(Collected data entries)
+++++

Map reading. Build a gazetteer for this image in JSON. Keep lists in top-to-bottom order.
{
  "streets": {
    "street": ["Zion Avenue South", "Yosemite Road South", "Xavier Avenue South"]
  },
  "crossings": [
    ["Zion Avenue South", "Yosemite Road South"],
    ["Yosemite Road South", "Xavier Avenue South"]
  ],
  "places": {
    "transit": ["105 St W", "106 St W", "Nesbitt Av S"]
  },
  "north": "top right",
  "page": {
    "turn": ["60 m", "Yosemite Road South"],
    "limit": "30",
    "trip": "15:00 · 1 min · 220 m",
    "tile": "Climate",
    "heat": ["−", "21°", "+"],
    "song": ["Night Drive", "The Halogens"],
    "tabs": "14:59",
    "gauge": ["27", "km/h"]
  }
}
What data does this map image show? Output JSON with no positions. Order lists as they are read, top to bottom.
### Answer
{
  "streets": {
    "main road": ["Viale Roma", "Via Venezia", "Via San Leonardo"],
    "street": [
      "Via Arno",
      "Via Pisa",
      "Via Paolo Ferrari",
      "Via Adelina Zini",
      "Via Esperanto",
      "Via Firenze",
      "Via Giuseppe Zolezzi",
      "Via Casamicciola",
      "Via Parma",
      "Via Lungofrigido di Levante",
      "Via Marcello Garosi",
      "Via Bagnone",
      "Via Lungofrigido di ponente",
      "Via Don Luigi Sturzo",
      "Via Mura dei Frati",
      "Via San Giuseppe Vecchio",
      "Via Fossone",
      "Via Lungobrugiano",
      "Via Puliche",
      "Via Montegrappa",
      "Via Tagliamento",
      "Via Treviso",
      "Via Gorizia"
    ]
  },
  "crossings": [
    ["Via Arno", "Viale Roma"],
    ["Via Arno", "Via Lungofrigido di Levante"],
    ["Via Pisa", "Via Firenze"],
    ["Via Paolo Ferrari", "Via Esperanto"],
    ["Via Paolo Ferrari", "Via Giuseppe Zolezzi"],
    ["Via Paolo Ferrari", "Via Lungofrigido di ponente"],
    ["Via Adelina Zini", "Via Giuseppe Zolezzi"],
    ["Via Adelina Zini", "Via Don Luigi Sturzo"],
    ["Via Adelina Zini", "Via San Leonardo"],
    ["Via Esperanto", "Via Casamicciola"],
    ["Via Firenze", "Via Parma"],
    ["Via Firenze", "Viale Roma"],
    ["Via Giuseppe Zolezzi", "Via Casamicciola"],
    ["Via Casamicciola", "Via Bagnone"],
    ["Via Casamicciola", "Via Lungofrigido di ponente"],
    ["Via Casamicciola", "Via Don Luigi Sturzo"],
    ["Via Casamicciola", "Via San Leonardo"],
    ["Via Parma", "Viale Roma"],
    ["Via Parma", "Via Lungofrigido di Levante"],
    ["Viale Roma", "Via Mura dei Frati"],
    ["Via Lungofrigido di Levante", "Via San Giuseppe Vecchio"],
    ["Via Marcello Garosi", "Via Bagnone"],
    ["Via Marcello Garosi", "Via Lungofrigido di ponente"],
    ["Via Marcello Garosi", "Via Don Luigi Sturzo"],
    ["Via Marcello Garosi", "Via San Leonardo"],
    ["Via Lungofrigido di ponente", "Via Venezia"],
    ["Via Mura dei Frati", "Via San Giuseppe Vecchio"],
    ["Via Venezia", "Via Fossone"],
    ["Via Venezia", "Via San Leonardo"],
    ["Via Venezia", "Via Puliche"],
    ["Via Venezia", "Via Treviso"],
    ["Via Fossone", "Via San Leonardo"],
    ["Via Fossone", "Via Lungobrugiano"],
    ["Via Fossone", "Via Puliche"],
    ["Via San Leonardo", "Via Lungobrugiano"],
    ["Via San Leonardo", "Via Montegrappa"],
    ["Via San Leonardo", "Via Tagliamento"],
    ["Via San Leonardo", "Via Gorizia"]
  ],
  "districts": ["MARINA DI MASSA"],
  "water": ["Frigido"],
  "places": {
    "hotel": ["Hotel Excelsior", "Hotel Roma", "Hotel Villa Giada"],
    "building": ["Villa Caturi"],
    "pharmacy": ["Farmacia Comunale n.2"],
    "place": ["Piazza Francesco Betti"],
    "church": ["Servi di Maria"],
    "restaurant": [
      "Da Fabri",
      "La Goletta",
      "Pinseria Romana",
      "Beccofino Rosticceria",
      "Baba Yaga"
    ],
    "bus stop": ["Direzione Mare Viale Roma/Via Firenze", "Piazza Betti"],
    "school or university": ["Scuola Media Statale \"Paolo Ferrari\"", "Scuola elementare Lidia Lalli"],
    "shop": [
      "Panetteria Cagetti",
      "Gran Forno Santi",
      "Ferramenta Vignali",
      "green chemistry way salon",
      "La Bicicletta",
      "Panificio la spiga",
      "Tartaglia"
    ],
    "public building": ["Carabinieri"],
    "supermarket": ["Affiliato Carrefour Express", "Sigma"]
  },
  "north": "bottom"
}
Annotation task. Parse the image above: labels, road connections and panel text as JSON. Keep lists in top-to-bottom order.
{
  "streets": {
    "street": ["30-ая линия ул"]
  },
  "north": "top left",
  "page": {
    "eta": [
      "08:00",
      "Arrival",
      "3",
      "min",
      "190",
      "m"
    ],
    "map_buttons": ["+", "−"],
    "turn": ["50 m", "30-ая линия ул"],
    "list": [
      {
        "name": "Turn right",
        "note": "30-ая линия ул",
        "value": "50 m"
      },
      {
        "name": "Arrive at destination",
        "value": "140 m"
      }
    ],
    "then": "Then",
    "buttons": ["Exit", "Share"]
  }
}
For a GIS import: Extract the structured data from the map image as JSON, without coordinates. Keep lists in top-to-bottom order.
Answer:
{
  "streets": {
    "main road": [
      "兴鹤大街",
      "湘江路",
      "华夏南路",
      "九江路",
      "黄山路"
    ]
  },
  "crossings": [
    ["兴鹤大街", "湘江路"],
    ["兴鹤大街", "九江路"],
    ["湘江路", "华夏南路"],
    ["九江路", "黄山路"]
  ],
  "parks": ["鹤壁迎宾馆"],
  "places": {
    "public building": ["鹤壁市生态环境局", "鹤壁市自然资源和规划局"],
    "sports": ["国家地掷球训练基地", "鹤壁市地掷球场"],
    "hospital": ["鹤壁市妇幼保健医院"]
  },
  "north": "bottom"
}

+++++

**TASK TO COMPLETE:**
Restate the data above in full, word for word.

**YOUR SOLUTION:**
Map reading. Build a gazetteer for this image in JSON. Keep lists in top-to-bottom order.
{
  "streets": {
    "street": ["Zion Avenue South", "Yosemite Road South", "Xavier Avenue South"]
  },
  "crossings": [
    ["Zion Avenue South", "Yosemite Road South"],
    ["Yosemite Road South", "Xavier Avenue South"]
  ],
  "places": {
    "transit": ["105 St W", "106 St W", "Nesbitt Av S"]
  },
  "north": "top right",
  "page": {
    "turn": ["60 m", "Yosemite Road South"],
    "limit": "30",
    "trip": "15:00 · 1 min · 220 m",
    "tile": "Climate",
    "heat": ["−", "21°", "+"],
    "song": ["Night Drive", "The Halogens"],
    "tabs": "14:59",
    "gauge": ["27", "km/h"]
  }
}
What data does this map image show? Output JSON with no positions. Order lists as they are read, top to bottom.
### Answer
{
  "streets": {
    "main road": ["Viale Roma", "Via Venezia", "Via San Leonardo"],
    "street": [
      "Via Arno",
      "Via Pisa",
      "Via Paolo Ferrari",
      "Via Adelina Zini",
      "Via Esperanto",
      "Via Firenze",
      "Via Giuseppe Zolezzi",
      "Via Casamicciola",
      "Via Parma",
      "Via Lungofrigido di Levante",
      "Via Marcello Garosi",
      "Via Bagnone",
      "Via Lungofrigido di ponente",
      "Via Don Luigi Sturzo",
      "Via Mura dei Frati",
      "Via San Giuseppe Vecchio",
      "Via Fossone",
      "Via Lungobrugiano",
      "Via Puliche",
      "Via Montegrappa",
      "Via Tagliamento",
      "Via Treviso",
      "Via Gorizia"
    ]
  },
  "crossings": [
    ["Via Arno", "Viale Roma"],
    ["Via Arno", "Via Lungofrigido di Levante"],
    ["Via Pisa", "Via Firenze"],
    ["Via Paolo Ferrari", "Via Esperanto"],
    ["Via Paolo Ferrari", "Via Giuseppe Zolezzi"],
    ["Via Paolo Ferrari", "Via Lungofrigido di ponente"],
    ["Via Adelina Zini", "Via Giuseppe Zolezzi"],
    ["Via Adelina Zini", "Via Don Luigi Sturzo"],
    ["Via Adelina Zini", "Via San Leonardo"],
    ["Via Esperanto", "Via Casamicciola"],
    ["Via Firenze", "Via Parma"],
    ["Via Firenze", "Viale Roma"],
    ["Via Giuseppe Zolezzi", "Via Casamicciola"],
    ["Via Casamicciola", "Via Bagnone"],
    ["Via Casamicciola", "Via Lungofrigido di ponente"],
    ["Via Casamicciola", "Via Don Luigi Sturzo"],
    ["Via Casamicciola", "Via San Leonardo"],
    ["Via Parma", "Viale Roma"],
    ["Via Parma", "Via Lungofrigido di Levante"],
    ["Viale Roma", "Via Mura dei Frati"],
    ["Via Lungofrigido di Levante", "Via San Giuseppe Vecchio"],
    ["Via Marcello Garosi", "Via Bagnone"],
    ["Via Marcello Garosi", "Via Lungofrigido di ponente"],
    ["Via Marcello Garosi", "Via Don Luigi Sturzo"],
    ["Via Marcello Garosi", "Via San Leonardo"],
    ["Via Lungofrigido di ponente", "Via Venezia"],
    ["Via Mura dei Frati", "Via San Giuseppe Vecchio"],
    ["Via Venezia", "Via Fossone"],
    ["Via Venezia", "Via San Leonardo"],
    ["Via Venezia", "Via Puliche"],
    ["Via Venezia", "Via Treviso"],
    ["Via Fossone", "Via San Leonardo"],
    ["Via Fossone", "Via Lungobrugiano"],
    ["Via Fossone", "Via Puliche"],
    ["Via San Leonardo", "Via Lungobrugiano"],
    ["Via San Leonardo", "Via Montegrappa"],
    ["Via San Leonardo", "Via Tagliamento"],
    ["Via San Leonardo", "Via Gorizia"]
  ],
  "districts": ["MARINA DI MASSA"],
  "water": ["Frigido"],
  "places": {
    "hotel": ["Hotel Excelsior", "Hotel Roma", "Hotel Villa Giada"],
    "building": ["Villa Caturi"],
    "pharmacy": ["Farmacia Comunale n.2"],
    "place": ["Piazza Francesco Betti"],
    "church": ["Servi di Maria"],
    "restaurant": [
      "Da Fabri",
      "La Goletta",
      "Pinseria Romana",
      "Beccofino Rosticceria",
      "Baba Yaga"
    ],
    "bus stop": ["Direzione Mare Viale Roma/Via Firenze", "Piazza Betti"],
    "school or university": ["Scuola Media Statale \"Paolo Ferrari\"", "Scuola elementare Lidia Lalli"],
    "shop": [
      "Panetteria Cagetti",
      "Gran Forno Santi",
      "Ferramenta Vignali",
      "green chemistry way salon",
      "La Bicicletta",
      "Panificio la spiga",
      "Tartaglia"
    ],
    "public building": ["Carabinieri"],
    "supermarket": ["Affiliato Carrefour Express", "Sigma"]
  },
  "north": "bottom"
}
Annotation task. Parse the image above: labels, road connections and panel text as JSON. Keep lists in top-to-bottom order.
{
  "streets": {
    "street": ["30-ая линия ул"]
  },
  "north": "top left",
  "page": {
    "eta": [
      "08:00",
      "Arrival",
      "3",
      "min",
      "190",
      "m"
    ],
    "map_buttons": ["+", "−"],
    "turn": ["50 m", "30-ая линия ул"],
    "list": [
      {
        "name": "Turn right",
        "note": "30-ая линия ул",
        "value": "50 m"
      },
      {
        "name": "Arrive at destination",
        "value": "140 m"
      }
    ],
    "then": "Then",
    "buttons": ["Exit", "Share"]
  }
}
For a GIS import: Extract the structured data from the map image as JSON, without coordinates. Keep lists in top-to-bottom order.
Answer:
{
  "streets": {
    "main road": [
      "兴鹤大街",
      "湘江路",
      "华夏南路",
      "九江路",
      "黄山路"
    ]
  },
  "crossings": [
    ["兴鹤大街", "湘江路"],
    ["兴鹤大街", "九江路"],
    ["湘江路", "华夏南路"],
    ["九江路", "黄山路"]
  ],
  "parks": ["鹤壁迎宾馆"],
  "places": {
    "public building": ["鹤壁市生态环境局", "鹤壁市自然资源和规划局"],
    "sports": ["国家地掷球训练基地", "鹤壁市地掷球场"],
    "hospital": ["鹤壁市妇幼保健医院"]
  },
  "north": "bottom"
}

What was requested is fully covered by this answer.